Materials and Methods:
This study is a randomized, double-masked, split-mouth, placebo-controlled trial. Thirty patients were enrolled who underwent SRP in a split-mouth (right side/left side) manner. Before commencement of SRP, both quadrants on each side were isolated and had a randomized gel (either placebo or test gel) placed in the periodontal pockets for 30 s. The pain was measured using numerical rating scale (NRS) and verbal rating scale (VRS).
Results:
The median NRS pain score for the patients treated with the anesthetic test gel was 1 (range: 0-4) as opposed to 5 (range: 3-7) in the placebo treated patients.
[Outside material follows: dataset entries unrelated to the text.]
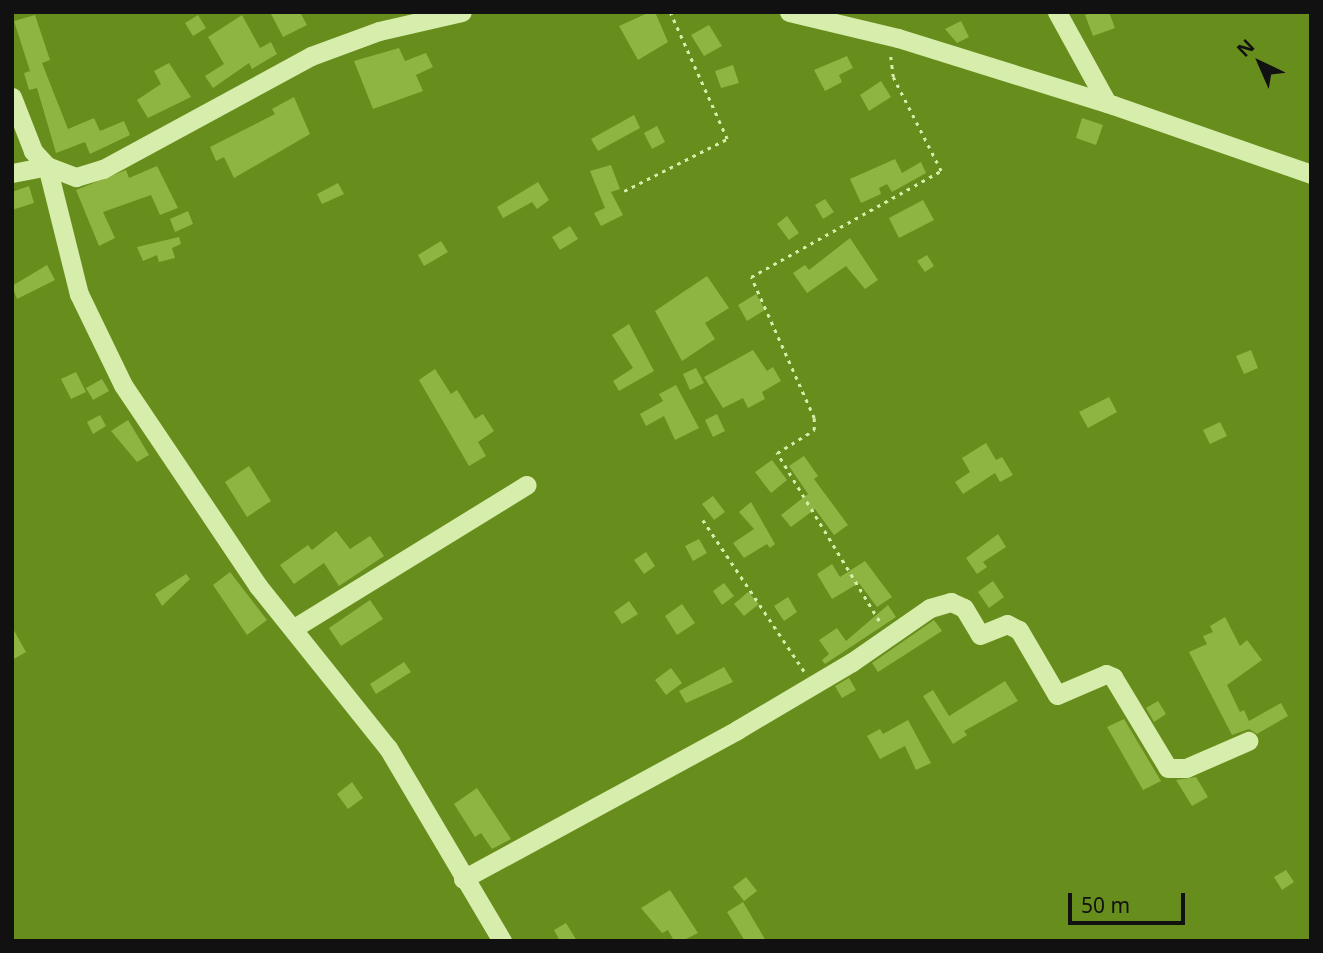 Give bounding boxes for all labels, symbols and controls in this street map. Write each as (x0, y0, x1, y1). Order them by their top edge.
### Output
north arrow (1225, 28, 1295, 98)
text: N (1231, 33, 1260, 63)
scale bar (1071, 880, 1188, 924)
text: 50 m (1081, 891, 1130, 919)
The mean rank of pain score using NRS in test gel was 16.18 as compared to 44.82 in placebo treated sites. Hence, significant reduction in pain was found in test gel as compared to placebo using NRS (P < 0.001). The VRS showed that the majority of patients reported no pain or mild pain with a median of 1 as compared to placebo treated sites with a median of 2 suggestive of moderate pain.
Conclusions:
The NRS and VRS pain scores showed that the side treated with anesthetic gel was statistically more effective than the placebo in reducing pain during SRP.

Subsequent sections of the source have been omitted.